**ABOUT THIS TASK:** Copy out all lines bearing the word "direction" from the listing below.

--- --- ---

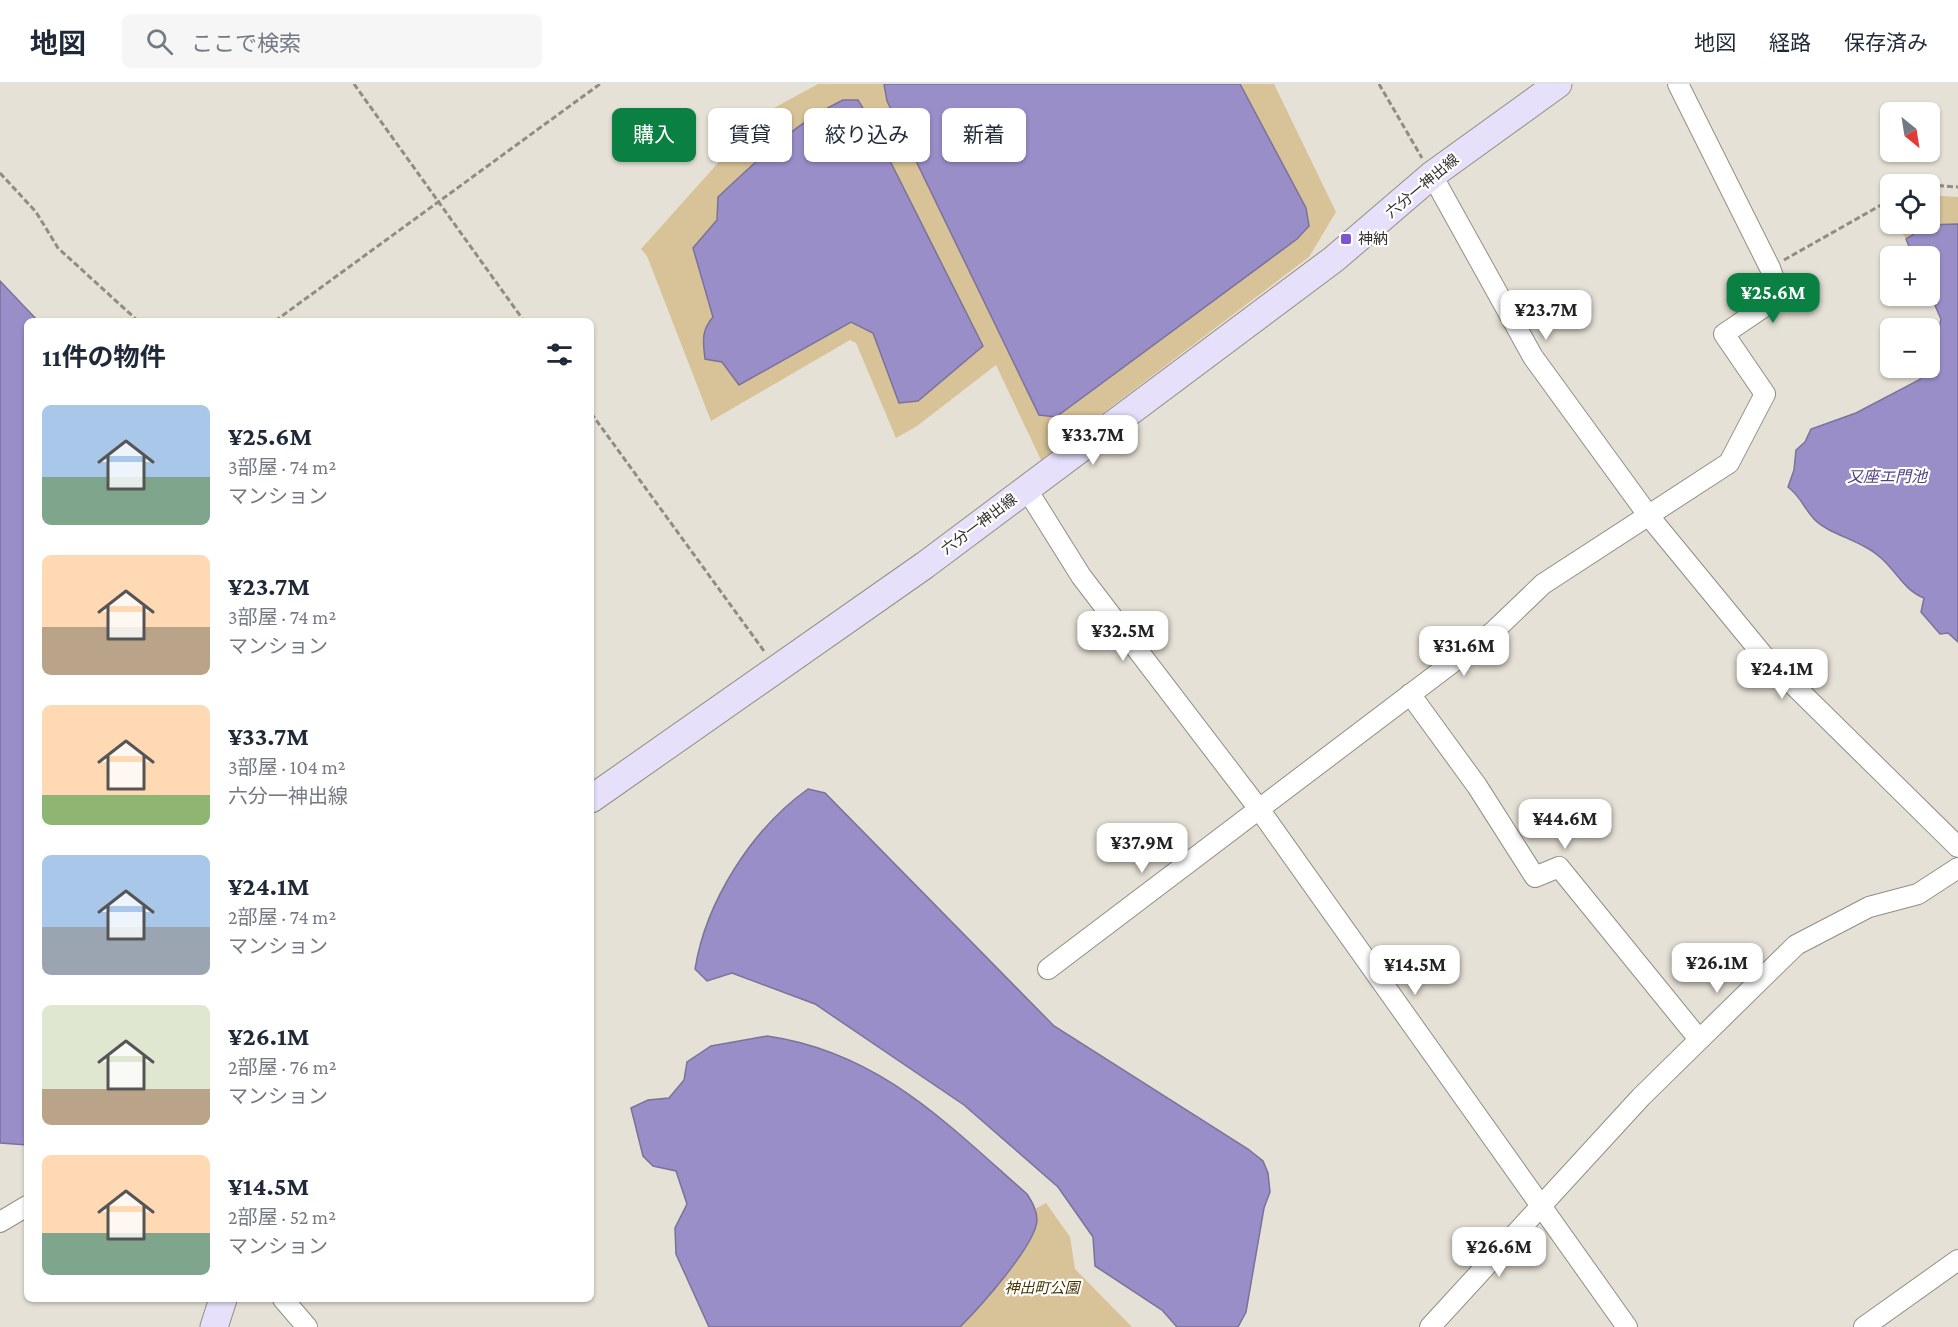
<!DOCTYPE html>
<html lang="ja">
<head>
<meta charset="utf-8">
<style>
  :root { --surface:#fff; --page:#f6f6f7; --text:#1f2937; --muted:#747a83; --line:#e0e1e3; --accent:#0b8043 }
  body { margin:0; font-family:"Crimson Pro","Noto Sans JP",serif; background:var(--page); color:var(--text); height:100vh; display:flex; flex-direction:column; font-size:22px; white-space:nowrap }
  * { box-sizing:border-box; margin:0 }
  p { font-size:20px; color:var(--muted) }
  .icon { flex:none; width:33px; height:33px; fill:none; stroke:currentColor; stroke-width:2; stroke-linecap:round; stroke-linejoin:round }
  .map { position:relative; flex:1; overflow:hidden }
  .details { position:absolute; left:24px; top:234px; width:570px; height:984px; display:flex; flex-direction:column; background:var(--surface); border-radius:9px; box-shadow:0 2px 4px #0004 }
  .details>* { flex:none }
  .guide { position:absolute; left:612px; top:24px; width:570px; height:54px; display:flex; gap:12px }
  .needle { width:39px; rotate:150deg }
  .tools { position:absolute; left:1880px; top:18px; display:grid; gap:12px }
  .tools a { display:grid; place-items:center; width:60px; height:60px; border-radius:9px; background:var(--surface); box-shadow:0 2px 4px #0004; font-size:30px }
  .price { position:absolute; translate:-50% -51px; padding:0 14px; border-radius:12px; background:#fff; color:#222; font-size:20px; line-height:39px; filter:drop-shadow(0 2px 3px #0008) }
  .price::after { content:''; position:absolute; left:50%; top:36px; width:18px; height:14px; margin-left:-9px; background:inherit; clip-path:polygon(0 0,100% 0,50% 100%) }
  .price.selected { background:var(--accent); color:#fff }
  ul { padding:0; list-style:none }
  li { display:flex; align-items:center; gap:18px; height:150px; padding:0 18px }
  li span { display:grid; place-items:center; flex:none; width:168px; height:120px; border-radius:9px; color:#555 }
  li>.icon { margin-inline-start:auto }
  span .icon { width:72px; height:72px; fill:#fffc; stroke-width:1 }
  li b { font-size:26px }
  h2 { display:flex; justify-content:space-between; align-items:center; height:72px; padding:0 18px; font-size:26px }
  .tag { padding:0 21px; border-radius:9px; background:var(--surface); box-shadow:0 2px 4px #0004; font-size:21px; line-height:54px }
  .tag.selected { background:var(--accent); color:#fff }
  header { display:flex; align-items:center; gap:36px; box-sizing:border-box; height:84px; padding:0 30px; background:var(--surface); border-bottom:2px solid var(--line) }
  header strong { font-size:28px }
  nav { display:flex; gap:33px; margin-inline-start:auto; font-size:21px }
  .search { width:420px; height:54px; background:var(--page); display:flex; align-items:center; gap:15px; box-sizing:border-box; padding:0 21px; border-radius:9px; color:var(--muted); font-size:22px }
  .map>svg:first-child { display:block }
</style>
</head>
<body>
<header>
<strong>地図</strong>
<div class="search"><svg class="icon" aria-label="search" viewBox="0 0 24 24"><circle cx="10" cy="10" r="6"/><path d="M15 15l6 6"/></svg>ここで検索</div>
<nav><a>地図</a><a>経路</a><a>保存済み</a></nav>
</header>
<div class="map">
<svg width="1958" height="1243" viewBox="0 0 1958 1243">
  <rect width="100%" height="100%" fill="#e6e1d6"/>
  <g fill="#d8c297" fill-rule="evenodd">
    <path d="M818,0h66l3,17 152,314 17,2 241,-178 12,-13 -3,-18 -66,-124h34l62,128 -27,45 -268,203 -45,-95 -79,61 -21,12 -40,-95 -6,-3 -139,81 -64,-165 -6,-7 120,-134zM843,16h15l8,13 117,233 -110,-13 -22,-12 -112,64 -17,-23 -17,-3c-2,-18 -4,-28 8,-42l-20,-69 24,-28 1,-23c40,-37 75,-73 125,-97z"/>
    <path d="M1929,111l29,2v27l-30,1 -22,14 -10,-15h33z"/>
    <path d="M1046,1119l24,34 5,32 57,58h-172c22,-22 71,-75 77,-104 1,-4 -1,-10 -2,-14z"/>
  </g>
  <g fill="#9a8ec9" stroke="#7b729a" stroke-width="1.5">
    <path d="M884,0h356l66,124 3,18 -12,13 -241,178 -17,-2 -152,-314z"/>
    <path d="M843,16h15l8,13 117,233 -65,55 -19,2 -26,-70 -22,-11 -112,63 -17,-23 -17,-3c-2,-18 -4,-28 8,-42l-20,-69 24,-28 1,-23c40,-37 75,-73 125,-97z"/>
    <path d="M1958,140v418l-10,-9 -8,1 -19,-22 3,-14c-20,-8 -27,-26 -43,-40 -19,-18 -52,-23 -67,-39 -11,-12 -12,-21 -26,-32l6,-17 2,-20 9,-8 6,-13 45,-16 63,-33 13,-14 9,-47 -12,-27v-36h-16l-7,-17 22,-14z"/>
    <path d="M0,197l38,40h-11v824l-27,-2z"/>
    <path d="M808,705l17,4 229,233 194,123 15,12 5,12 2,19 -6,16 -18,104 -8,15h-61l-15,-17 -67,-44 -2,-29 -35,-50 -94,-82 -149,-101 -83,-31 -25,8 -12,-12c11,-68 57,-140 113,-180z"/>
    <path d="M767,952c112,16 179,87 260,158 5,8 10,16 10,26 -1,25 -58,88 -77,107h-251l-33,-73 -1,-26 12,-24 -11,-33 -23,-5 -10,-10 -12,-48 17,-8 21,-2 15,-18 3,-18 24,-16z"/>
  </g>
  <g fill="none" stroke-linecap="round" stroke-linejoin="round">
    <defs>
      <g id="minor">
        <path d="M1432,91l101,182 115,158 115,140 195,192"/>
        <path d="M1026,404l55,88 178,233 368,518"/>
        <path d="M1410,610l67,92 58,91 24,-10 139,171"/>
        <path d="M1048,885l446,-338 49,-47 186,-121 36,-69 -41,-60 56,-38 -10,-28 -92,-184"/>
        <path d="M0,1138l27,-16"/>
        <path d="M283,1215l24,28"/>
        <path d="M1430,1243l211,-230 155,-152 73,-38 49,-13 40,-26"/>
        <path d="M1864,1243l94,-67"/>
      </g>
      <g id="secondary">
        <path d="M591,715l334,-234 409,-306 98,-84 126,-91"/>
        <path d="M214,1243l9,-28"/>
      </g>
    </defs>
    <use href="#minor" stroke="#938e84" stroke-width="22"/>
    <use href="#secondary" stroke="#938e84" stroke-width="29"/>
    <g stroke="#918d85" stroke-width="3" stroke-dasharray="6 3" stroke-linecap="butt">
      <path d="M354,0l170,237"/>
      <path d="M1379,0l43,74"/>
      <path d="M0,89l36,39 22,36 80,73"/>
      <path d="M1917,100h2"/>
      <path d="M1929,101l29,2"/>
      <path d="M1784,176l106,-60"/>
      <path d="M275,237l325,-237"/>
      <path d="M591,329l173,238"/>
    </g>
    <use href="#minor" stroke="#fff" stroke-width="20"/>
    <use href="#secondary" stroke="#e6e0fb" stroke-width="27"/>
  </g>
  <rect fill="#7a56d0" stroke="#fff" stroke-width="2" x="1340" y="149" width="12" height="12" rx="3"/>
  <g text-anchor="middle" stroke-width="4.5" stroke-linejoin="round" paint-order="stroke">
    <g font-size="15" fill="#33312d" stroke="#fff">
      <text transform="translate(1422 102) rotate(-40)" y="5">六分一神出線</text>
      <text transform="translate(979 440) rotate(-37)" y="5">六分一神出線</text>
    </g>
    <g font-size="15" fill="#33312d" stroke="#fff" text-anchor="start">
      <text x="1358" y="160">神納</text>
    </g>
    <g font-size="15" font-style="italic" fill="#493400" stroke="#fff">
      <text x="1042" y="1209">神出町公園</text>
    </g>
    <g font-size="16" font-style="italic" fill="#544089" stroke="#fff">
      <text x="1887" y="398">又座エ門池</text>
    </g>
  </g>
</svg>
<div class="tools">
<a><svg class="needle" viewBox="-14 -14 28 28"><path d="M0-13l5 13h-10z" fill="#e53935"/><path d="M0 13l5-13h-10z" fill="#747a83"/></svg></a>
<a><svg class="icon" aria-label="locate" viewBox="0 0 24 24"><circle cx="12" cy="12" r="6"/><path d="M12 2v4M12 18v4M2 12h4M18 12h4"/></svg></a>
<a>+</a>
<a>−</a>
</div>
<b class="price selected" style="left:1773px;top:240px">¥25.6M</b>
<b class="price" style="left:1546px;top:257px">¥23.7M</b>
<b class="price" style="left:1093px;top:382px">¥33.7M</b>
<b class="price" style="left:1123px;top:578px">¥32.5M</b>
<b class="price" style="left:1464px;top:593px">¥31.6M</b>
<b class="price" style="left:1782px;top:616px">¥24.1M</b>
<b class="price" style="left:1565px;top:766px">¥44.6M</b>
<b class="price" style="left:1142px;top:790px">¥37.9M</b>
<b class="price" style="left:1717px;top:910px">¥26.1M</b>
<b class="price" style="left:1415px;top:912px">¥14.5M</b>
<b class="price" style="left:1499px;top:1194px">¥26.6M</b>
<div class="guide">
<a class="tag selected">購入</a>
<a class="tag">賃貸</a>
<a class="tag">絞り込み</a>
<a class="tag">新着</a>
</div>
<section class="details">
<h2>11件の物件<svg class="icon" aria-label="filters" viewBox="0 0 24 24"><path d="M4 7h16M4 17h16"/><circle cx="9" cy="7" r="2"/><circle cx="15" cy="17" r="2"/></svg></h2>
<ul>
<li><span style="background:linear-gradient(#a9c7e8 60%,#7fa58c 0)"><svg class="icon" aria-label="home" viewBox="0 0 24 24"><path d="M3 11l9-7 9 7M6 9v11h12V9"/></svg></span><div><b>¥25.6M</b><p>3部屋 · 74 m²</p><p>マンション</p></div></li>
<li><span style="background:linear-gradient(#ffd9b3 60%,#b9a48a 0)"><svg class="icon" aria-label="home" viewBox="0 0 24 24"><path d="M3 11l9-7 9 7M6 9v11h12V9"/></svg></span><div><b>¥23.7M</b><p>3部屋 · 74 m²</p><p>マンション</p></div></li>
<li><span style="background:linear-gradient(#ffd9b3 75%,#8fb573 0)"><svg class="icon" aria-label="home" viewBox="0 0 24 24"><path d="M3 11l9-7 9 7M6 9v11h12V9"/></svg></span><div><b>¥33.7M</b><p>3部屋 · 104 m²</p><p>六分一神出線</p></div></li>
<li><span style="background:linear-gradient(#a9c7e8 60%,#9aa5b1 0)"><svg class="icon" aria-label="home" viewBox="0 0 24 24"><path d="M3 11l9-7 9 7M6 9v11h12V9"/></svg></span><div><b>¥24.1M</b><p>2部屋 · 74 m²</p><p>マンション</p></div></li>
<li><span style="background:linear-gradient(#dfe7d0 70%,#b9a48a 0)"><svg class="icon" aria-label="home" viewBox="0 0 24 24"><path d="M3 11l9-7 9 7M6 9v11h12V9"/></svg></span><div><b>¥26.1M</b><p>2部屋 · 76 m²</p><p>マンション</p></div></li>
<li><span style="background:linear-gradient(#ffd9b3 65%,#7fa58c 0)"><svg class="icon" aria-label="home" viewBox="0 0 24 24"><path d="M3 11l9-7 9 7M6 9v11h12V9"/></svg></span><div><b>¥14.5M</b><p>2部屋 · 52 m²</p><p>マンション</p></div></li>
</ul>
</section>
</div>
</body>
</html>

--- --- ---

**SOLUTION TO THIS EXERCISE:**
  body { margin:0; font-family:"Crimson Pro","Noto Sans JP",serif; background:var(--page); color:var(--text); height:100vh; display:flex; flex-direction:column; font-size:22px; white-space:nowrap }
  .details { position:absolute; left:24px; top:234px; width:570px; height:984px; display:flex; flex-direction:column; background:var(--surface); border-radius:9px; box-shadow:0 2px 4px #0004 }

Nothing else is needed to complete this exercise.